Hacker News new | ask | show | jobs
by underlipton 34 days ago
Fair use was built around human limitations. The mass scraping campaigns done by the AI giants were clearly an overreach in spirit, if not letter. Most people's intuition is that these massive operations that are valued in the trillions can't have been drawn from some untapped common resource, and they're correct. Someone, somewhere is not being properly compensated.

I have no problem with taxing AI companies so that their profit is marginal, or forcing them to provide compute for free. That seems like the correct balance of what they're harvesting from the "commons" (which is really just the totality of private IP that was exposed to their crawlers).

1 comments

Fair use is the balance between creators and those that in someway use the content. Somehow it has become excuse not to compensate the creators in anyway. To me AI training part really looks something that should be treated separate and thus give the creators compensation when their works are used.

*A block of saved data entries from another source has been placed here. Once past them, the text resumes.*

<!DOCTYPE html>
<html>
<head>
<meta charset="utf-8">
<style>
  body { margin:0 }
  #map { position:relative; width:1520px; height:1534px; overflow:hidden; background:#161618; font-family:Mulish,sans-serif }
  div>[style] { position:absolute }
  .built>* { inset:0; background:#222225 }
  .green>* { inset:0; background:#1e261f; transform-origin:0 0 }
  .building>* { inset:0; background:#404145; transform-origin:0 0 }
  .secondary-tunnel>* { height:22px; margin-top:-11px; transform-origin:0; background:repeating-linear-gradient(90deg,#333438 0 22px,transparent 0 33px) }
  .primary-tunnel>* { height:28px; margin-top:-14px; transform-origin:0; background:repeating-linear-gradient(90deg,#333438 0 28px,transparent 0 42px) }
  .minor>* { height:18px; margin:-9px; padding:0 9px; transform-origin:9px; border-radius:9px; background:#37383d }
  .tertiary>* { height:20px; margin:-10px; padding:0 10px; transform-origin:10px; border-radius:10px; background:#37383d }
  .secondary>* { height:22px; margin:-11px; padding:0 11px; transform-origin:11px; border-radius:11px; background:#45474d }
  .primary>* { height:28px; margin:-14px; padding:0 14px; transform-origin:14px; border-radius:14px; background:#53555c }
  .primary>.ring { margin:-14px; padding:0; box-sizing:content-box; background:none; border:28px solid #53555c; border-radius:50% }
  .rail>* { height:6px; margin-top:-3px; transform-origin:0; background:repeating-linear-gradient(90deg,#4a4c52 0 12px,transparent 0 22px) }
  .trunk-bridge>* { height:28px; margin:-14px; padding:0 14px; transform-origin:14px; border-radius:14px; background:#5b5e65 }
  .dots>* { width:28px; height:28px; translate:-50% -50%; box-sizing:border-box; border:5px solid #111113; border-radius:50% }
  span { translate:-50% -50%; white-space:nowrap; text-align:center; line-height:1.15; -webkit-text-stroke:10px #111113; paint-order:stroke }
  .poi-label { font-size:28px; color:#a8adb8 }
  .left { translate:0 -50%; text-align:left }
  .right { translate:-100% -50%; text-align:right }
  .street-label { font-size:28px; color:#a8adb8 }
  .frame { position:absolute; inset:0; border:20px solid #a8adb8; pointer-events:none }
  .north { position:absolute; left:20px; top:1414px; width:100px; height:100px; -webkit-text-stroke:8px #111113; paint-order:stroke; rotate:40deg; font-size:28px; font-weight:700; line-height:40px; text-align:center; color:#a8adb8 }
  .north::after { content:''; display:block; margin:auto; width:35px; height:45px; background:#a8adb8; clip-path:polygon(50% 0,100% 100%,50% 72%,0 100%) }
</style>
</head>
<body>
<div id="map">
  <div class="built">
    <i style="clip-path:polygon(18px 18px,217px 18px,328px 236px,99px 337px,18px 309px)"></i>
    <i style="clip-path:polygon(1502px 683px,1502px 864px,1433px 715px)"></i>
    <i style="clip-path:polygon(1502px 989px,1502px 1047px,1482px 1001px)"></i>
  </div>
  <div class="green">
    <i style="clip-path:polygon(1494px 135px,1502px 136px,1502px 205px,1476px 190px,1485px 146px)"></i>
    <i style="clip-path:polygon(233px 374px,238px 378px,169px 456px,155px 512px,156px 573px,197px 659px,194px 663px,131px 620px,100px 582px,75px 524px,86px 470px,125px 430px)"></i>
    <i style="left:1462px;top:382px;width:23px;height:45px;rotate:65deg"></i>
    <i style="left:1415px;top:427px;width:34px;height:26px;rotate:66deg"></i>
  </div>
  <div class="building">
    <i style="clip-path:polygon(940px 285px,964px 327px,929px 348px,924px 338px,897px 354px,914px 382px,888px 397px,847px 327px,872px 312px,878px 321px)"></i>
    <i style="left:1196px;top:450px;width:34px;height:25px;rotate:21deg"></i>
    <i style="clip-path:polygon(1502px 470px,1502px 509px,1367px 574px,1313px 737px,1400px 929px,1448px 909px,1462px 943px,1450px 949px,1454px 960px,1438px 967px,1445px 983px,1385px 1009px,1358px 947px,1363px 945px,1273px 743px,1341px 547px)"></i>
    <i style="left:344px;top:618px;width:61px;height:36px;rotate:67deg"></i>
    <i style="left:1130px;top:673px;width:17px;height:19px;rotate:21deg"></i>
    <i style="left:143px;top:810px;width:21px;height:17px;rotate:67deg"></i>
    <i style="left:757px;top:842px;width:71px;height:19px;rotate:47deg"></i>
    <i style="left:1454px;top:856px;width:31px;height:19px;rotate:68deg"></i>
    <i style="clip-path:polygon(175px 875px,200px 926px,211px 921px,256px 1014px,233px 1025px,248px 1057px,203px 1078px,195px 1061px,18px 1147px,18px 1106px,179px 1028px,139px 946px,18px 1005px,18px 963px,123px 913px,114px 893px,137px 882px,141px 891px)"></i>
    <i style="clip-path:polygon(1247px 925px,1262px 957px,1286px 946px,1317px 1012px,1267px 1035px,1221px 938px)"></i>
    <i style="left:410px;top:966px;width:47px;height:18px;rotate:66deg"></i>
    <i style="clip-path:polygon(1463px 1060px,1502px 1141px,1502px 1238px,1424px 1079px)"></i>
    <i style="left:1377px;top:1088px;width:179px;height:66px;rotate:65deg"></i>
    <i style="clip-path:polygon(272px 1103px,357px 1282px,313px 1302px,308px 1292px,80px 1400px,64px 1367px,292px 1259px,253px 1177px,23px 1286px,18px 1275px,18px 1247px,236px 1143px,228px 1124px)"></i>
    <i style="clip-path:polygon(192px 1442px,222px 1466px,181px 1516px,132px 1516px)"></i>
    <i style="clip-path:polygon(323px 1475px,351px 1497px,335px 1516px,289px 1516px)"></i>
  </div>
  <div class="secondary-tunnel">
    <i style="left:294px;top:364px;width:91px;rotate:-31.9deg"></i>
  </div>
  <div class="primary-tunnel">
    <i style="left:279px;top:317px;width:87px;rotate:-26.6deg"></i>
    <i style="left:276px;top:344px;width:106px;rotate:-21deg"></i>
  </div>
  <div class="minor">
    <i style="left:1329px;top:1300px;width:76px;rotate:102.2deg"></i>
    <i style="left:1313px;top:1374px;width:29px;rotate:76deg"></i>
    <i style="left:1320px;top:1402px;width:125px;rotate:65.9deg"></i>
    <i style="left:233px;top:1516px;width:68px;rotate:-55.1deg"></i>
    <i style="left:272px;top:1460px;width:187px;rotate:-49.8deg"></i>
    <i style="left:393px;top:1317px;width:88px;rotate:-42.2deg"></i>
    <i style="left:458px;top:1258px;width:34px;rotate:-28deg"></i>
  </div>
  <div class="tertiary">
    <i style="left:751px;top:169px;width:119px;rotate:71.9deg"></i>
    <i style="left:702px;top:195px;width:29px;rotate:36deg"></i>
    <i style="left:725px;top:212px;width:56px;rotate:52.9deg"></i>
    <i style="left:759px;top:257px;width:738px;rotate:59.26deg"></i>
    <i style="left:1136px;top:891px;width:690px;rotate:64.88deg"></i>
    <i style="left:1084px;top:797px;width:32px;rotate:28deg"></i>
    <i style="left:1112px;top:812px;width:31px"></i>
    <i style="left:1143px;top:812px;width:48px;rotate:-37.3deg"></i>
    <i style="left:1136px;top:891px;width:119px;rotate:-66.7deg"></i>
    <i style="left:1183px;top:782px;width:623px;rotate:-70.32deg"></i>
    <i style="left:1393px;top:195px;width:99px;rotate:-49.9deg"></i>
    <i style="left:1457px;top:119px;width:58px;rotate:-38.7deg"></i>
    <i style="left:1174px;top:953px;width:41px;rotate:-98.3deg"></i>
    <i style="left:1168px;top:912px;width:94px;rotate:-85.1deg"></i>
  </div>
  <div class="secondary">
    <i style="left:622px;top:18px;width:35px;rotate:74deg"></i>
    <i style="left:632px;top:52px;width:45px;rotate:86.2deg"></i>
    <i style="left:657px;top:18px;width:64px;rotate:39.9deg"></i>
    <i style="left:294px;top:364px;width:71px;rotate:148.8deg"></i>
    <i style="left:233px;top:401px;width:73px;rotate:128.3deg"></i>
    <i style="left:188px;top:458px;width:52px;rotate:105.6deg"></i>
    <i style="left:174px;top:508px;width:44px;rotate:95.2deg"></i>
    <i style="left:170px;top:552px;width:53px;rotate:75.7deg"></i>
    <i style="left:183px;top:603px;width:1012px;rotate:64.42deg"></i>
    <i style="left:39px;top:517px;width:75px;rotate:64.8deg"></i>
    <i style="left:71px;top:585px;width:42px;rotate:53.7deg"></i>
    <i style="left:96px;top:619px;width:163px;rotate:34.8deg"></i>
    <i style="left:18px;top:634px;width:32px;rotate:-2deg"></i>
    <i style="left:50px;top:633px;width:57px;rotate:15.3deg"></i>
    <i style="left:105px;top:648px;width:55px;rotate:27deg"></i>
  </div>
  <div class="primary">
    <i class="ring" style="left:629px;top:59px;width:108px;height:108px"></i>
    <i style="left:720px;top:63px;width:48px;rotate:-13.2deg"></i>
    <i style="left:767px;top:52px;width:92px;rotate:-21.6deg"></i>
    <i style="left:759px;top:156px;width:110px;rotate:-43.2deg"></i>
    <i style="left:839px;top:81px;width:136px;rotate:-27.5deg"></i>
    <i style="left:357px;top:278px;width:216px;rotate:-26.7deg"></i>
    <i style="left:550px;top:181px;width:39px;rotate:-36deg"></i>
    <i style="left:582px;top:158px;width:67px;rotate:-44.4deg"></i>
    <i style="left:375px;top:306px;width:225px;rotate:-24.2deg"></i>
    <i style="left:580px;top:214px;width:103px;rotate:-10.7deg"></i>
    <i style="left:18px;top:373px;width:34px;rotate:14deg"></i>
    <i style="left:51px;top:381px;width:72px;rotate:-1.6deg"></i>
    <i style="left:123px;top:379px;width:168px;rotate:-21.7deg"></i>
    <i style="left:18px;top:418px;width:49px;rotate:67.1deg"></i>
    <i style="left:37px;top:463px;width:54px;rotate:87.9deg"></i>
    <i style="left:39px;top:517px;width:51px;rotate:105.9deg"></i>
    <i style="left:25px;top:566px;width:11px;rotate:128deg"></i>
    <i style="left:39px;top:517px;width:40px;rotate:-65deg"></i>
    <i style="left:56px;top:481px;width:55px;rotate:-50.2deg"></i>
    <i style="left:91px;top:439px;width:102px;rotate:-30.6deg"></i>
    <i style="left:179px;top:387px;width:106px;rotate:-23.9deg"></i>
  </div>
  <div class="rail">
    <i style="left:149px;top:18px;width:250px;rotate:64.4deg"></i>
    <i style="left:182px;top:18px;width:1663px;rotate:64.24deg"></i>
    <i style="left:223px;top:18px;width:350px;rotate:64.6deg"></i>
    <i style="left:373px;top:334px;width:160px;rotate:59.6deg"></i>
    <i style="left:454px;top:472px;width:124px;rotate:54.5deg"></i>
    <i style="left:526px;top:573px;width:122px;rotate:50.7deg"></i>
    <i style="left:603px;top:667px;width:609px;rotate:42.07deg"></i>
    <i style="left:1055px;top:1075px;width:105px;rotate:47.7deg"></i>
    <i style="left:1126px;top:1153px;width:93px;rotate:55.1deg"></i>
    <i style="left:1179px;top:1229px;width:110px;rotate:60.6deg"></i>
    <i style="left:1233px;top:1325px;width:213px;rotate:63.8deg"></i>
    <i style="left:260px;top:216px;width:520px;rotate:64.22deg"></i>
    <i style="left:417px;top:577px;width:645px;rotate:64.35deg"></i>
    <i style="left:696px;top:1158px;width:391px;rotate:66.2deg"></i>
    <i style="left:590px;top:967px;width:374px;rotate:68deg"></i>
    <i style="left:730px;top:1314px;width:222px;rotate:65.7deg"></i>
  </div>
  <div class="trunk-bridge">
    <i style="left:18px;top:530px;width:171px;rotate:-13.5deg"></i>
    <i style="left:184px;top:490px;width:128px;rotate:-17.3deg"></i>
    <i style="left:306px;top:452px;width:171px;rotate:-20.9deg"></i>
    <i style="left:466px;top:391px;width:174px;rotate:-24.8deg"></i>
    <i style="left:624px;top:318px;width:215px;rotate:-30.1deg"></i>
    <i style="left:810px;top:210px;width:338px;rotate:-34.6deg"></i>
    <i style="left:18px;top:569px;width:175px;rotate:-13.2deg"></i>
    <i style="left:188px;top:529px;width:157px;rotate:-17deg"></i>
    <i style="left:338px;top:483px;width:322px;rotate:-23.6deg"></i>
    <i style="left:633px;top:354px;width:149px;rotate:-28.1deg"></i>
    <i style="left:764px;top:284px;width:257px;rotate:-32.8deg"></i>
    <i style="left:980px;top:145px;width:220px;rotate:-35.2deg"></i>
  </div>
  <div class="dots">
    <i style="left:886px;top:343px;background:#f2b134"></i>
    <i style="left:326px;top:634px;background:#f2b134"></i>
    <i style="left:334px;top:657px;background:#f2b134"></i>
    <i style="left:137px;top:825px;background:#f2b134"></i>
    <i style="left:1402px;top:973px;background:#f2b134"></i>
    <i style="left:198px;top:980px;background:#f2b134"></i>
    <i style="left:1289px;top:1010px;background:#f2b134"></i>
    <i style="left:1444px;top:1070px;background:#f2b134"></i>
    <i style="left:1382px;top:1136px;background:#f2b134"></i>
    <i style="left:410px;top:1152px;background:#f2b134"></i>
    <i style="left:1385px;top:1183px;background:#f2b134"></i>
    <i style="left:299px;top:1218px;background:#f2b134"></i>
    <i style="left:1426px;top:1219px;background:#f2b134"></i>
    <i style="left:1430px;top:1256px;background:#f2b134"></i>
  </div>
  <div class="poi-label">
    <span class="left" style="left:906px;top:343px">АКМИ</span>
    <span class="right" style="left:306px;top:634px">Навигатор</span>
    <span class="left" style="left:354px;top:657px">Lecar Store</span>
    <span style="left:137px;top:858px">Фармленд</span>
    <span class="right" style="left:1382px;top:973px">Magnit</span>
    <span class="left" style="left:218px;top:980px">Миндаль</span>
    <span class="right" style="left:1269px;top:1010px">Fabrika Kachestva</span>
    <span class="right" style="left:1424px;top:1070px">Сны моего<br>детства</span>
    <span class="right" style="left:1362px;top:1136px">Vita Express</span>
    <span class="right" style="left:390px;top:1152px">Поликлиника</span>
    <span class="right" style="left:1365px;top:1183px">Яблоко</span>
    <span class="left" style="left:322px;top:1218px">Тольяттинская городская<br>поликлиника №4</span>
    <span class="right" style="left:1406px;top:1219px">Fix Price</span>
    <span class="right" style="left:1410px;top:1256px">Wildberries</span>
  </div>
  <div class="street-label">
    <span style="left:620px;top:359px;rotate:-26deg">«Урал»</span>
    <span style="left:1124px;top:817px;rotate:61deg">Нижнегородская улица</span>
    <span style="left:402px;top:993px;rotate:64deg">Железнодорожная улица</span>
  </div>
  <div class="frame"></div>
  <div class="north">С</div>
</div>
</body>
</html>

Now how much and should it be based on revenue from output is open discussion. And it might also be that there is no fair model to pay them. Which means that well too bad for LLMs...

The nature of how LLMs work makes it impossible to connect a derivative work to its source data in the training. However, the weights couldn't exist without that training data - the works of the creators were used during training - and the entity making money off the use of that training data is primarily the LLM platform owners. So they should pay.

We are trying to avoid another situation where "resource wealth" goes uncompensated, producers remain poor while processors, marketers, and merchants reap all the benefit. Unless your aim is something else, in which case you should state it.